In the 1950's my father's Aunt Glad gave us a 3-speed record player and changer. The first thing I played on it was a multi-record 78 rpm set of Robert Casadesus playing the Mozart 27th with the New York Philharmonic conducted by John Barbirolli. I was instantly captivated by the piece, and it has remained one of my favorites. Some writers seem to consider it a lightweight. It was Mozart's last piano concerto, and I gather they would like something more majestic for his "farewell" to the genre; but of course he had no way of knowing that this was to be his last, and on its own it's beautiful. I'm really looking forward to hearing it again.
As for the Mahler, the orchestra performed it with Maestro Nelsons last April. I reviewed it at the time, and liked it, especially after the first movement, so I'm also looking forward to hearing it again. It will be interesting to hear if the Tanglewood audience remains silent at the end for a few moments as the Symphony Hall audience did in April .
Saturday, July 30. Maestro Nelsons conducts the orchestra, and Augustin Hadelich is violin soloist in the program which the BSO performance detail page describes as follows:
(Some emphasis added and some removed.)On Saturday, July 30, at 8 p.m., Maestro Nelsons returns to the Shed podium to lead the BSO in a program that pairs Pulitzer Prize-winning American composer John Corigliano's expressive Fantasia on an Ostinato(1985, arranged for orchestra in 1986) with the work that inspired it, Beethoven's rousing Symphony No. 7, one of the composer's most popular works. Corigliano's piece is based on a famous repetitive passage from the second movement of Beethoven's symphony. In between those two works, young German violinist Augustin Hadelich joins Mr. Nelsons and the orchestra for Sibelius's soaring Violin Concerto, a pinnacle of the concerto repertoire.
The program detail page also has the usual links to background information.
The violin concerto is being played for the third time in as many years. It's not a bad piece, but maybe there are things that deserve a hearing ahead of another repetition of this one. The Beethoven was performed last March, and is played, it seems, every two years or so. Again, could something else have been given instead of yet another Beethoven 7th — although the presence of the Corigliano on the program makes it appropriate. Ah well, it gets pointed out that for Tanglewood, the orchestra has to prepare two or three concert programs every week, whereas for Symphony all it's only one program per week. The daunting task is made more manageable when they do works that they have performed recently. So maybe I should reserve these criticisms for the winter season.

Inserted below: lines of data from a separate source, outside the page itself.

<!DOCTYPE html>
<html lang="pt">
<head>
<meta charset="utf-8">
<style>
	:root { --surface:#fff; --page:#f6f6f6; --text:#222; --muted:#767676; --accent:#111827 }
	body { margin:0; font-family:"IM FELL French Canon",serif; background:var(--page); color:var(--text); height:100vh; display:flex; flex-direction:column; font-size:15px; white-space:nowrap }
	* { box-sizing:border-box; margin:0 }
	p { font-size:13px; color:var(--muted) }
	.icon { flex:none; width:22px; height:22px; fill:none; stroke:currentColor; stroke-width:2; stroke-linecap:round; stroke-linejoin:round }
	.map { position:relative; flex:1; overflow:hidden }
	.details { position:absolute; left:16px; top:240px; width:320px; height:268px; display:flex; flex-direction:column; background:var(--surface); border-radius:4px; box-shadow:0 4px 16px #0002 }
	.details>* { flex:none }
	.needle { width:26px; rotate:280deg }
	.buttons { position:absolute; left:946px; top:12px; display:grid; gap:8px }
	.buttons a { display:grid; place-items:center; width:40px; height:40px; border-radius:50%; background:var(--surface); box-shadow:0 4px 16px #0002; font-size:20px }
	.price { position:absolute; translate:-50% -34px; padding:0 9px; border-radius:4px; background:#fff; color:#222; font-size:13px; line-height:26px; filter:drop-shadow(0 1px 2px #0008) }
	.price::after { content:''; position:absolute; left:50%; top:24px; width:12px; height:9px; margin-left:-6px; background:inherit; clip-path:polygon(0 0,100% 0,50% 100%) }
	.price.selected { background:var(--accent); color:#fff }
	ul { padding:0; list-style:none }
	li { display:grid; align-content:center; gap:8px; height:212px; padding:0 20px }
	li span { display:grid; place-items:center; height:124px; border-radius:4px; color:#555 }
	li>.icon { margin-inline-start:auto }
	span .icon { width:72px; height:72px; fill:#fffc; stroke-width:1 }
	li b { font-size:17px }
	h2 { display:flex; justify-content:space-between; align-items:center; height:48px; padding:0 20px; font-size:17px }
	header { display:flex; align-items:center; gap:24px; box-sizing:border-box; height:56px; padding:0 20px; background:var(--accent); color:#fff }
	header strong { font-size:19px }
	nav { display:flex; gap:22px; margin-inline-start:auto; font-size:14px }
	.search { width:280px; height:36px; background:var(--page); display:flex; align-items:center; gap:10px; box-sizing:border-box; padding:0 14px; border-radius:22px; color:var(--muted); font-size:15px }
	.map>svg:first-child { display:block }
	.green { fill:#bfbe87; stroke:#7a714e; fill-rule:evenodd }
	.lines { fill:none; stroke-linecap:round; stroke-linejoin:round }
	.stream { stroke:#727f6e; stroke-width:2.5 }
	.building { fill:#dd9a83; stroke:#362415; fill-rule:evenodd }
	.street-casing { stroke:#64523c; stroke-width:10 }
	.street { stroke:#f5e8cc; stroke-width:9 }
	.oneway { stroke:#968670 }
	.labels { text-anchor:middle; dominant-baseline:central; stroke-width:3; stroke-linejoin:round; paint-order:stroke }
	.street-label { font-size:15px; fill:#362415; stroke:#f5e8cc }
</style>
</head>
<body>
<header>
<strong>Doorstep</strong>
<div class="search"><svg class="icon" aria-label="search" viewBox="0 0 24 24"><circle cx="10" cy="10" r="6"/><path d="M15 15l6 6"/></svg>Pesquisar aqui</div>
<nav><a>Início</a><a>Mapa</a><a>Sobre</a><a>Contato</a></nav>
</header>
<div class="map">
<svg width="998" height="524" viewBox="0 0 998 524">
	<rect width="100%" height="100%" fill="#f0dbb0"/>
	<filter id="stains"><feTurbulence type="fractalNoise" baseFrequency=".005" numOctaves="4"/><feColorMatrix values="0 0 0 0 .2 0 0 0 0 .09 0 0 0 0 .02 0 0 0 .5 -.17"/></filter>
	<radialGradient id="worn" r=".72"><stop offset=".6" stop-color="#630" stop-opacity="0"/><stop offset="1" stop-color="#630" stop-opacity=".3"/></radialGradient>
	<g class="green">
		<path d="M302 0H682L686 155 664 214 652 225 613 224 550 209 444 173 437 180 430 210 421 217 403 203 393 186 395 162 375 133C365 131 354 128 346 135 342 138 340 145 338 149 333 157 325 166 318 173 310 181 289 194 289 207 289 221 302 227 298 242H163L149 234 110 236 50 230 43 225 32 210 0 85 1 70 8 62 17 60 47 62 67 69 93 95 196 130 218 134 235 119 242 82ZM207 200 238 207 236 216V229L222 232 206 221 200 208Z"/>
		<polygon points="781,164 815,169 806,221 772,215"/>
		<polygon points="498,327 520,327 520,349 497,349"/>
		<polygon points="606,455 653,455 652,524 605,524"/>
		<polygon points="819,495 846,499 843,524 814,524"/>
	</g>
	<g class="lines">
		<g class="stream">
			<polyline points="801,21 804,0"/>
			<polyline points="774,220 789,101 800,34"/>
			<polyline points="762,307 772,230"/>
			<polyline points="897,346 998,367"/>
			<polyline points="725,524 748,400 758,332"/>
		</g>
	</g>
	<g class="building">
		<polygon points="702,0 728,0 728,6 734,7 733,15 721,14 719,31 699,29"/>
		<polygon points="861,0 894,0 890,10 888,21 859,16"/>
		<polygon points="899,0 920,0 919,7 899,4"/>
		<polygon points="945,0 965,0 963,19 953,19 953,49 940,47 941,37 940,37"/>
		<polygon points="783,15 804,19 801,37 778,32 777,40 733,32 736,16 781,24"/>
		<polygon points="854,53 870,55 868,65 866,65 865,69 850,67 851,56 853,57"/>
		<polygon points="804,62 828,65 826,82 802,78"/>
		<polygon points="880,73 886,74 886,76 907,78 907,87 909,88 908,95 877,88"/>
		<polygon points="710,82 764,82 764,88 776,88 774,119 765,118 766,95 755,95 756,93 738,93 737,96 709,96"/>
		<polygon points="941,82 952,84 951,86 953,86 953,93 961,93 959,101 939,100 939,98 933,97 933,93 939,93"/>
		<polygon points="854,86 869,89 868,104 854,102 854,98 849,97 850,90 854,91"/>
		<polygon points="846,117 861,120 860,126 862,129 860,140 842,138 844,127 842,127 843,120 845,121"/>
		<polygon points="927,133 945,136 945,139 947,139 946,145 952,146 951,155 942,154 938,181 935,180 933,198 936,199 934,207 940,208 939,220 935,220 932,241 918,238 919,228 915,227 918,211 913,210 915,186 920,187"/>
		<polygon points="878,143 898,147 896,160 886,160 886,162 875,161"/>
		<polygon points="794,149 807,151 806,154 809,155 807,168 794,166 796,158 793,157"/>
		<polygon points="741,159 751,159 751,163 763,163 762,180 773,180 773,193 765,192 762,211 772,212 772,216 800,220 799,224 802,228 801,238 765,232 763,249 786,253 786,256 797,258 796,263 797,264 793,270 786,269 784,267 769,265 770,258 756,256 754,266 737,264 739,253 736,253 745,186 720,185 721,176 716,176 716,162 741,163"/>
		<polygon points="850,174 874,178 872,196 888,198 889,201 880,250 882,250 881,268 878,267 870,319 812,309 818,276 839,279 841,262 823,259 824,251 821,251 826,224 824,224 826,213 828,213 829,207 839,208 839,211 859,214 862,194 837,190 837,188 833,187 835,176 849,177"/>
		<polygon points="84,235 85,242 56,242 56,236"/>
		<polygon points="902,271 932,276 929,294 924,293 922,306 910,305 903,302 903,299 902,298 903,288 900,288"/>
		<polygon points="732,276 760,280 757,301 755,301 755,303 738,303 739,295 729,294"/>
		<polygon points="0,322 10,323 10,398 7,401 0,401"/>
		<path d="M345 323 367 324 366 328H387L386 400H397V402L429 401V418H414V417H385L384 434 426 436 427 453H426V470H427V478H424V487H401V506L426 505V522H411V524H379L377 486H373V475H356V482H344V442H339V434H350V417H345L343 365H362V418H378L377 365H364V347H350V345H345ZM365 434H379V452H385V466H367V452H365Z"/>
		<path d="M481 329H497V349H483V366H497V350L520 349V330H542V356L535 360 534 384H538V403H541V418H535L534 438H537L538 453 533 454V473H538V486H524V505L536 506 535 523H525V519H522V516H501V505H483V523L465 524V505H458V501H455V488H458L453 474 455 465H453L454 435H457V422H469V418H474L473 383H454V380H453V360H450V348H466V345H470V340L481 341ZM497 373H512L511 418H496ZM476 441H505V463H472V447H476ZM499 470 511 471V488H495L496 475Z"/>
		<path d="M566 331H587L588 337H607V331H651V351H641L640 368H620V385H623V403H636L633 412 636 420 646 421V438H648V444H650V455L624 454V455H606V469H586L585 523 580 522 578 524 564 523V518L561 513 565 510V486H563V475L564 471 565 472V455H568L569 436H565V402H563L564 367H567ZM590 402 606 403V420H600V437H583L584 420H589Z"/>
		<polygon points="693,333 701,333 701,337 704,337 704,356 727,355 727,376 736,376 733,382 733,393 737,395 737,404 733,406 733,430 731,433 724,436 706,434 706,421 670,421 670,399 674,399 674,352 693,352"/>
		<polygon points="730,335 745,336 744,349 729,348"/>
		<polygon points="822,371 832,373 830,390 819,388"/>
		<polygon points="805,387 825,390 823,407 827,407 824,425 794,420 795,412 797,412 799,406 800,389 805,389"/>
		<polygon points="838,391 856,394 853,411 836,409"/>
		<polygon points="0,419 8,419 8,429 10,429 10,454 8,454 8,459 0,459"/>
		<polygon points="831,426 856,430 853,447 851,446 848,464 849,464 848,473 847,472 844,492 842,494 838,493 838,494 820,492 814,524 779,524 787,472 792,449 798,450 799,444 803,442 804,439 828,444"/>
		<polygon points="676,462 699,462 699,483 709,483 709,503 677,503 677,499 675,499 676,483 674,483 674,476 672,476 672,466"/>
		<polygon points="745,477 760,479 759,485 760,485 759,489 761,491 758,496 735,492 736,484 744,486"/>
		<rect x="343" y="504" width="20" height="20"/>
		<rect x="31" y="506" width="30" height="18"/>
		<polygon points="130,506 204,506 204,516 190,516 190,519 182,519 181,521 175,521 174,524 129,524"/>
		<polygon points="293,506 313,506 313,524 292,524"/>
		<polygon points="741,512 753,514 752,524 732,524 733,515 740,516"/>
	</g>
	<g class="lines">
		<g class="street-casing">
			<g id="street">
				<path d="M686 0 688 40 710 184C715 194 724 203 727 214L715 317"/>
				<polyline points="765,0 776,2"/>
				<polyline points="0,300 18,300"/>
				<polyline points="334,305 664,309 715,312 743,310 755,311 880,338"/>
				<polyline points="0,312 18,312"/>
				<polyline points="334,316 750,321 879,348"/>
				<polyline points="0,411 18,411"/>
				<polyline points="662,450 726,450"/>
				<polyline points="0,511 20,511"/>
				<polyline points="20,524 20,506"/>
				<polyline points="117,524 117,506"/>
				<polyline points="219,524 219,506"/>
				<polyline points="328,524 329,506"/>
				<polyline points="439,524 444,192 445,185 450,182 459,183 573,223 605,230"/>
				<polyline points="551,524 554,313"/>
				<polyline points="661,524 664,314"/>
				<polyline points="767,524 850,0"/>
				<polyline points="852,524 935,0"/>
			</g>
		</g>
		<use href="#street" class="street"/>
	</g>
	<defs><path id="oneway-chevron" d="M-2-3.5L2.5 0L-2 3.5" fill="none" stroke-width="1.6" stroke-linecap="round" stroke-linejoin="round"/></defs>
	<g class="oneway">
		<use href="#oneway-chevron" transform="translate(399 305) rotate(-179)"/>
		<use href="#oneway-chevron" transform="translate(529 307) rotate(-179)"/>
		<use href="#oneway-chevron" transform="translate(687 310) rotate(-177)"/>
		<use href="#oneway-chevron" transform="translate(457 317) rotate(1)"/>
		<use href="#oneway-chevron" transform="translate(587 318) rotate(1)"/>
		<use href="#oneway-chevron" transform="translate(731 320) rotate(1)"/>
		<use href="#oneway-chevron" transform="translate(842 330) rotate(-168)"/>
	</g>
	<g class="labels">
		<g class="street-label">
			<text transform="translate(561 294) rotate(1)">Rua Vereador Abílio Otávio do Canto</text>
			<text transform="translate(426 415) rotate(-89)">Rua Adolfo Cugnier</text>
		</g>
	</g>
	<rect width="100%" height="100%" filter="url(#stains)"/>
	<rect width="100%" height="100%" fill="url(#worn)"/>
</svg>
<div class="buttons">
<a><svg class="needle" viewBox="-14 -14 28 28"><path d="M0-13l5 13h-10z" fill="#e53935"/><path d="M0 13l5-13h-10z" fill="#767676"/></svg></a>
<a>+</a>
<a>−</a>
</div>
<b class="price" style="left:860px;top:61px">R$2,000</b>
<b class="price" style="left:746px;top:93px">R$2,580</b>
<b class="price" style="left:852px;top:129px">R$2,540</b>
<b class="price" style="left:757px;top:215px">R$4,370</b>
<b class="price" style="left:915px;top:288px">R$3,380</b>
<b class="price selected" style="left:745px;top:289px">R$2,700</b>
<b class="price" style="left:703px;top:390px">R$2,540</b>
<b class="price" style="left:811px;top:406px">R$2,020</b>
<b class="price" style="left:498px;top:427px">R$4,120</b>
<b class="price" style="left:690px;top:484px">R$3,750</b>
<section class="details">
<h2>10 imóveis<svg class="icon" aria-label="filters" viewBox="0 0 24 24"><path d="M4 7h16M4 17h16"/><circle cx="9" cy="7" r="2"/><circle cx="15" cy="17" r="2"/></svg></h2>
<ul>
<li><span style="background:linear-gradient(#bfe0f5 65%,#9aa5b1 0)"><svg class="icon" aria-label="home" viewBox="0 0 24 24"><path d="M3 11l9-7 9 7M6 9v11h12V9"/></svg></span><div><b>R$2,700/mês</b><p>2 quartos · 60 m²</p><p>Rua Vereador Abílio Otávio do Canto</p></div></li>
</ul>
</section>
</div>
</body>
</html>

Although I don't know the Corigliano, it sounds as if it will be interesting, and the other pieces are definitely worth hearing. So listen if you can.
Sunday, July 31. On Sunday, it's all Brahms, performed by the Tanglewood Music Center Orchestra, which is made up of the young professional musicians studying at Tanglewood over the summer. The BSO program detail page informs us:
(Some emphasis added or modified.)The Leonard Bernstein Memorial ConcertRenowned English pianist Paul Lewis joins Andris Nelsons and the instrumental Fellows of the Tanglewood Music Center Orchestra on Sunday, July 31, for the annual Leonard Bernstein Memorial Concert. The all-Brahms program opens with the Piano Concerto No. 1, the composer's first large-scale orchestral masterpiece and a work that took some eight years and considerable struggle for the composer to complete. Mr. Nelsons also leads the BSO in the composer's powerful, heroic Symphony No. 1, the only piece that gave Brahms even more trouble than his First Piano Concerto, requiring more than 20 years of false starts, abandoned drafts, and torturous labor to bring to fruition, and thereby fulfill the public's expectation that he was to become the symphonic heir to Beethoven.
Brahms's concertos and symphonies aren't my cup of tea, so I might not listen, especially if it conflicts with a Red Sox game. But that's my personal idiosyncracy. Most people nowadays think Brahms is great, so enjoy!
The Friday and Saturday concerts can be heard via WCRB radio or web at 8:00 p.m., Boston Time, and the Sunday program will be aired and streamed at 7:00, p.m. (not live at 2:30). Their home page, in addition to the link to listen over the web, gives information about other special programming which may be of interest. Their BSO page, in addition to brief descriptions of the Saturday and Sunday concerts, gives similar information about the remaining Tanglewood concert broadcasts and various other interesting items and links.